Baekhyun baissa le regard, ému, confus. Il sentait son cœur se cristalliser en entendant la chaleur de sa voix, son émotion. Il cligna des yeux une fois, deux fois, avant de s’avancer et de prendre Chanyeol dans ses bras.

 

— Merci.

 

Le tissu de son pull engloutissait son visage, Baekhyun le tenait fermement, comme s’il avait pu s’envoler à chaque instant, les doigts enfouis dans la laine de ses manches. Chanyeol, lui, posa une main affectueuse dans la nuque de Baekhyun, le logeant un peu plus dans ses bras. Il était difficile pour lui de l’aider dans son chagrin sans qu’il ne confonde support et dépendance. Pour Baekhyun, la présence des autres était une addiction venant de la meilleure des fois. Il pouvait se brûler entier à vouloir entretenir la flamme des autres s’il ne faisait pas attention.
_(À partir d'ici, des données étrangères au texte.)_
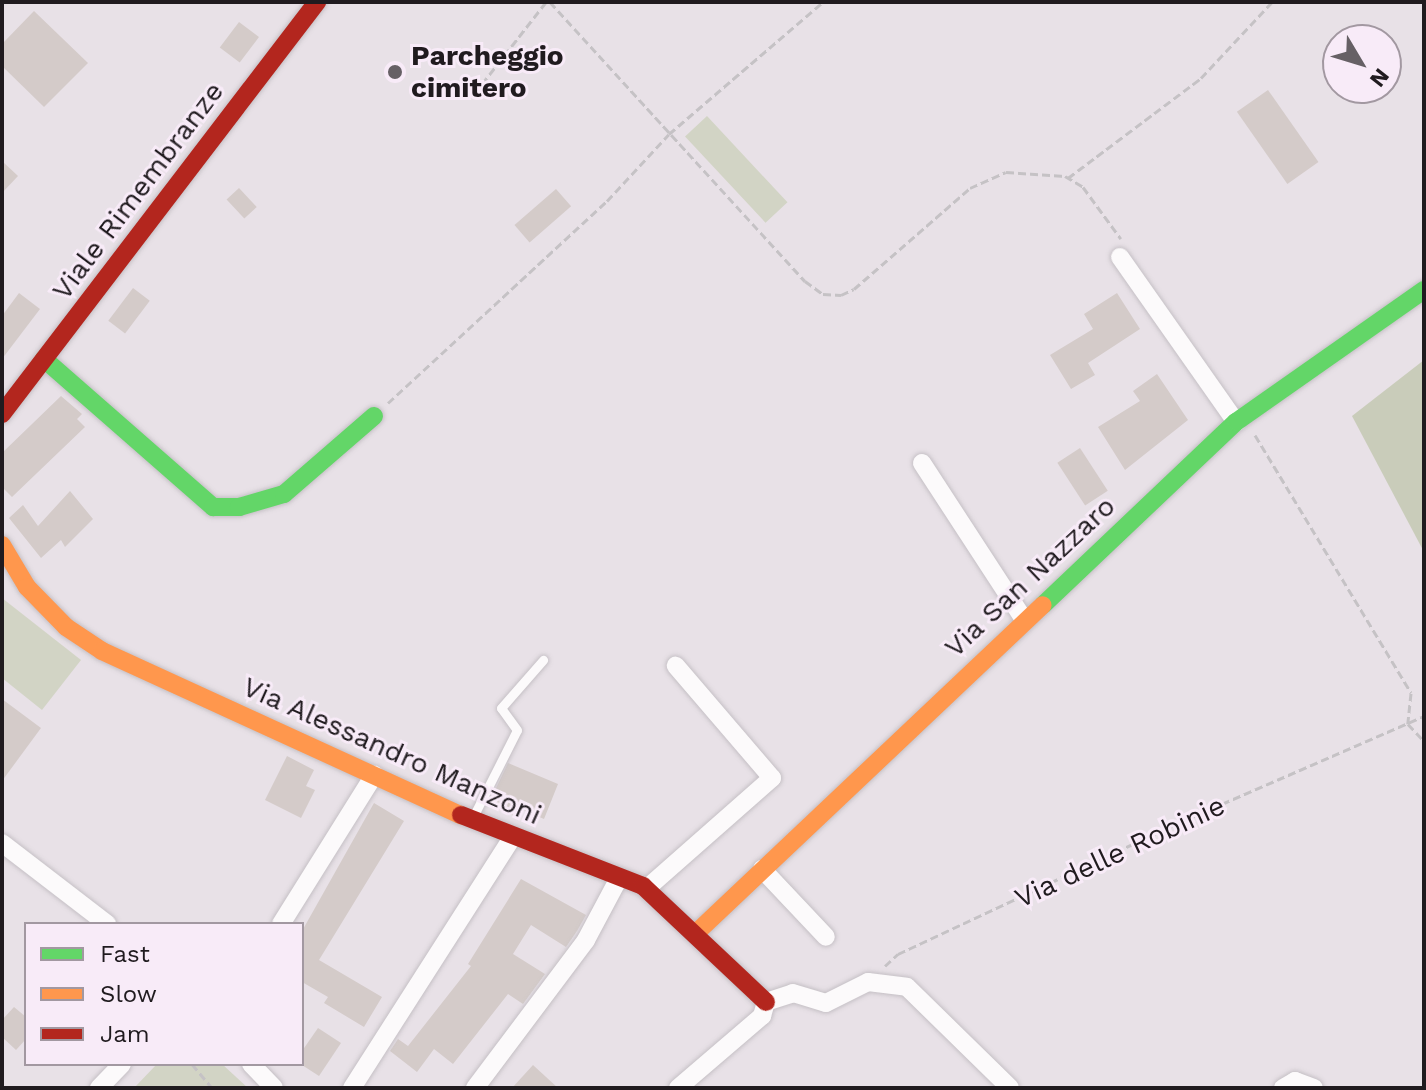 <!DOCTYPE html>
<style>
body{margin:0}
#map{position:relative;width:1426px;height:1090px;overflow:hidden;background:#e8e1e7;font-family:"Work Sans",sans-serif}
div>[style]{position:absolute}
[style*='--x']{left:calc(var(--x)*1px);top:calc(var(--y)*1px);width:calc(var(--w)*1px);rotate:calc(var(--a)*1deg)}
.green>*{inset:0;background:#d2d4c5;transform-origin:0 0}
.forest>*{inset:0;background:#c9ccba}
.building>*{inset:0;background:#d4cbc9;transform-origin:0 0}
.path>*{height:3px;margin-top:-1.5px;transform-origin:0;background:repeating-linear-gradient(90deg,#c5c2c5 0 8px,transparent 0 12px)}
.roads{filter:drop-shadow(0 0 2px #c5c0c5) drop-shadow(0 0 2px #c5c0c5)}
.lane>*{height:9px;margin:-4.5px;padding:0 4.5px;transform-origin:4.5px;border-radius:4.5px;background:#fcfafb}
.street>*{height:18px;margin:-9px;padding:0 9px;transform-origin:9px;border-radius:9px;background:#fcfafb}
.fast>*{height:18px;margin:-9px;padding:0 9px;transform-origin:9px;border-radius:9px;background:#63d668}
.slow>*{height:18px;margin:-9px;padding:0 9px;transform-origin:9px;border-radius:9px;background:#ff974d}
.jam>*{height:18px;margin:-9px;padding:0 9px;transform-origin:9px;border-radius:9px;background:#b3261e}
.dots>*{width:22px;height:22px;translate:-50% -50%;box-sizing:border-box;border:4px solid #f8ebf8;border-radius:50%}
span{translate:-50% -50%;white-space:nowrap;text-align:center;line-height:1.15;-webkit-text-stroke:6px #f8ebf8;paint-order:stroke}
.poi-label{font-size:28px;color:#201b1f;font-weight:700}
.left{translate:0 -50%;text-align:left}
.street-label{font-size:28px;color:#201b1f}
.frame{position:absolute;inset:0;border:4px solid #201b1f;pointer-events:none}
.legend{position:absolute;left:24px;top:922px;width:280px;height:144px;box-sizing:border-box;background:#f8ebf8;border:2px solid #a298a1;margin:0;padding:10px 14px;list-style:none;font-size:24px;color:#201b1f}
.legend li{display:flex;align-items:center;gap:16px;height:40px}
.legend b{width:40px;border:2px solid #a298a1}
.north{position:absolute;left:1322px;top:24px;width:80px;height:80px;box-sizing:border-box;background:#f8ebf8;border:2px solid #a298a1;border-radius:50%;rotate:128deg;font-size:22px;font-weight:700;line-height:32px;text-align:center;color:#201b1f}
.north::after{content:'';display:block;margin:auto;width:28px;height:36px;background:#666065;clip-path:polygon(50% 0,100% 100%,50% 72%,0 100%)}
</style>
<div id="map">
<div class="green">
<i style="left:707px;top:116px;width:118px;height:30px;rotate:47deg"></i>
<i style="clip-path:polygon(2px 598px,81px 660px,42px 710px,2px 678px)"></i>
<i style="clip-path:polygon(157px 1064px,222px 1064px,248px 1088px,134px 1088px)"></i>
</div>
<div class="forest">
<i style="clip-path:polygon(1424px 360px,1424px 552px,1352px 416px)"></i>
</div>
<div class="building">
<i style="clip-path:polygon(34px 11px,88px 63px,44px 107px,2px 66px,2px 44px)"></i>
<i style="left:239px;top:22px;width:25px;height:32px;rotate:37deg"></i>
<i style="left:1268px;top:90px;width:88px;height:38px;rotate:55deg"></i>
<i style="clip-path:polygon(2px 161px,18px 176px,2px 193px)"></i>
<i style="left:239px;top:188px;width:26px;height:17px;rotate:47deg"></i>
<i style="left:556px;top:189px;width:23px;height:55px;rotate:49deg"></i>
<i style="left:133px;top:288px;width:21px;height:41px;rotate:37deg"></i>
<i style="clip-path:polygon(19px 293px,40px 309px,2px 359px,2px 316px)"></i>
<i style="clip-path:polygon(1117px 293px,1140px 329px,1088px 363px,1095px 375px,1071px 389px,1050px 355px,1093px 329px,1084px 314px)"></i>
<i style="clip-path:polygon(1157px 374px,1188px 420px,1125px 470px,1098px 427px,1140px 401px,1133px 391px)"></i>
<i style="clip-path:polygon(61px 396px,82px 414px,77px 419px,85px 427px,12px 497px,2px 487px,2px 453px)"></i>
<i style="left:1080px;top:448px;width:51px;height:27px;rotate:57deg"></i>
<i style="clip-path:polygon(70px 491px,93px 519px,65px 547px,61px 540px,41px 558px,9px 518px,23px 505px,38px 526px)"></i>
<i style="clip-path:polygon(2px 699px,41px 728px,2px 781px)"></i>
<i style="clip-path:polygon(287px 756px,314px 770px,306px 786px,315px 790px,301px 818px,265px 800px)"></i>
<i style="clip-path:polygon(508px 763px,558px 784px,544px 819px,523px 810px,519px 818px,488px 805px)"></i>
<i style="clip-path:polygon(374px 803px,404px 821px,319px 960px,382px 997px,364px 1027px,324px 1003px,328px 997px,302px 982px,302px 931px)"></i>
<i style="clip-path:polygon(521px 879px,586px 915px,577px 931px,566px 947px,531px 925px,513px 954px,545px 974px,523px 1004px,508px 994px,453px 1064px,434px 1049px,417px 1072px,390px 1051px,398px 1039px,408px 1046px,471px 966px,468px 964px)"></i>
<i style="clip-path:polygon(14px 1007px,26px 1017px,26px 1039px,16px 1050px,2px 1037px,2px 1020px)"></i>
<i style="clip-path:polygon(318px 1028px,341px 1043px,319px 1076px,302px 1065px,302px 1051px)"></i>
<i style="clip-path:polygon(533px 1065px,558px 1088px,512px 1088px)"></i>
</div>
<div class="path">
<i style="--x:550;--y:2;--w:378;--a:47.6"></i>
<i style="--x:805;--y:281;--w:22;--a:36"></i>
<i style="--x:823;--y:294;--w:18;--a:3"></i>
<i style="--x:841;--y:295;--w:14;--a:-25"></i>
<i style="--x:854;--y:289;--w:154;--a:-41"></i>
<i style="--x:970;--y:188;--w:39;--a:-24"></i>
<i style="--x:1006;--y:172;--w:59;--a:3.9"></i>
<i style="--x:1065;--y:176;--w:21;--a:31"></i>
<i style="--x:1083;--y:187;--w:64;--a:53.8"></i>
<i style="--x:482;--y:84;--w:104;--a:-52"></i>
<i style="--x:1068;--y:178;--w:166;--a:-36.9"></i>
<i style="--x:1201;--y:78;--w:104;--a:-46.9"></i>
<i style="--x:388;--y:403;--w:298;--a:-42.7"></i>
<i style="--x:607;--y:201;--w:91;--a:-47.2"></i>
<i style="--x:669;--y:134;--w:203;--a:-40.6"></i>
<i style="--x:1255;--y:435;--w:301;--a:58.8"></i>
<i style="--x:1411;--y:693;--w:31;--a:96"></i>
<i style="--x:1408;--y:724;--w:23;--a:47"></i>
<i style="--x:885;--y:966;--w:18;--a:-43"></i>
<i style="--x:898;--y:954;--w:309;--a:-25.1"></i>
<i style="--x:1178;--y:823;--w:268;--a:-23.5"></i>
<i style="--x:192;--y:1064;--w:31;--a:50"></i>
</div>
<div class="roads">
<div class="lane">
<i style="--x:473;--y:817;--w:97;--a:-63.2"></i>
<i style="--x:517;--y:730;--w:27;--a:-126"></i>
<i style="--x:501;--y:708;--w:64;--a:-48.8"></i>
</div>
<div class="street">
<i style="--x:1120;--y:257;--w:202;--a:54.9"></i>
<i style="--x:922;--y:463;--w:189;--a:56.9"></i>
<i style="--x:2;--y:843;--w:133;--a:37.6"></i>
<i style="--x:762;--y:869;--w:93;--a:46.7"></i>
<i style="--x:646;--y:889;--w:168;--a:-41.4"></i>
<i style="--x:772;--y:778;--w:148;--a:-130.6"></i>
<i style="--x:281;--y:924;--w:176;--a:-58"></i>
<i style="--x:251;--y:1064;--w:33;--a:46"></i>
<i style="--x:99;--y:1088;--w:33;--a:-46"></i>
<i style="--x:352;--y:1088;--w:297;--a:-57.4"></i>
<i style="--x:475;--y:1088;--w:185;--a:-53.1"></i>
<i style="--x:586;--y:940;--w:70;--a:-62"></i>
<i style="--x:678;--y:1088;--w:111;--a:-40.6"></i>
<i style="--x:762;--y:1016;--w:15;--a:-74"></i>
<i style="--x:766;--y:1002;--w:28;--a:-18"></i>
<i style="--x:793;--y:993;--w:34;--a:17"></i>
<i style="--x:826;--y:1003;--w:47;--a:-26.6"></i>
<i style="--x:868;--y:982;--w:39;--a:7"></i>
<i style="--x:907;--y:987;--w:144;--a:44.4"></i>
<i style="--x:1283;--y:1088;--w:14;--a:-30"></i>
<i style="--x:1295;--y:1081;--w:20;--a:20"></i>
</div>
<div class="fast">
<i style="--x:44;--y:359;--w:225;--a:41.2"></i>
<i style="--x:213;--y:507;--w:26;--a:0"></i>
<i style="--x:239;--y:507;--w:47;--a:-16.1"></i>
<i style="--x:284;--y:494;--w:119;--a:-40.9"></i>
<i style="--x:1043;--y:605;--w:266;--a:-43.5"></i>
<i style="--x:1236;--y:422;--w:230;--a:-35.1"></i>
</div>
<div class="slow">
<i style="--x:2;--y:545;--w:49;--a:59.2"></i>
<i style="--x:27;--y:587;--w:56;--a:45.7"></i>
<i style="--x:66;--y:627;--w:43;--a:33.7"></i>
<i style="--x:102;--y:651;--w:395;--a:24.6"></i>
<i style="--x:696;--y:933;--w:477;--a:-43.4"></i>
</div>
<div class="jam">
<i style="--x:2;--y:414;--w:519;--a:-52.6"></i>
<i style="--x:461;--y:815;--w:195;--a:21.3"></i>
<i style="--x:643;--y:886;--w:169;--a:43.3"></i>
</div>
</div>
<div class="dots">
<i style="left:395px;top:72px;background:#666065"></i>
</div>
<div class="poi-label">
<span class="left" style="left:411px;top:72px">Parcheggio<br>cimitero</span>
</div>
<div class="street-label">
<span style="left:138px;top:191px;rotate:-53deg">Viale Rimembranze</span>
<span style="left:1030px;top:577px;rotate:-43deg">Via San Nazzaro</span>
<span style="left:392px;top:751px;rotate:24deg">Via Alessandro Manzoni</span>
<span style="left:1120px;top:852px;rotate:-25deg">Via delle Robinie</span>
</div>
<div class="frame"></div>
<ul class="legend">
<li><b style="height:10px;background:#63d668"></b>Fast</li>
<li><b style="height:10px;background:#ff974d"></b>Slow</li>
<li><b style="height:10px;background:#b3261e"></b>Jam</li>
</ul>
<div class="north">N</div>
</div>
Il faisait cela avec tellement de passion qu’il en oubliait sa propre flamme et la laissait doucement s’éteindre.

 

— Je reviendrai, tu sais.

— Je sais.

 

Ils gardèrent tous les deux le silence, accompagné du chant harmonieux des oiseaux. Aucun des deux n’osa émettre ses doutes quant à la véracité de ces paroles. Peut-être que Chanyeol reviendrait, oui. Peut-être dans un an, peut-être dans cinq ans. Peut-être aussi qu’il ne reviendrait pas. Dans tous les cas, ce prospect n’aurait pas dû les effrayer. Le présent, lui, demeurait bien plus important.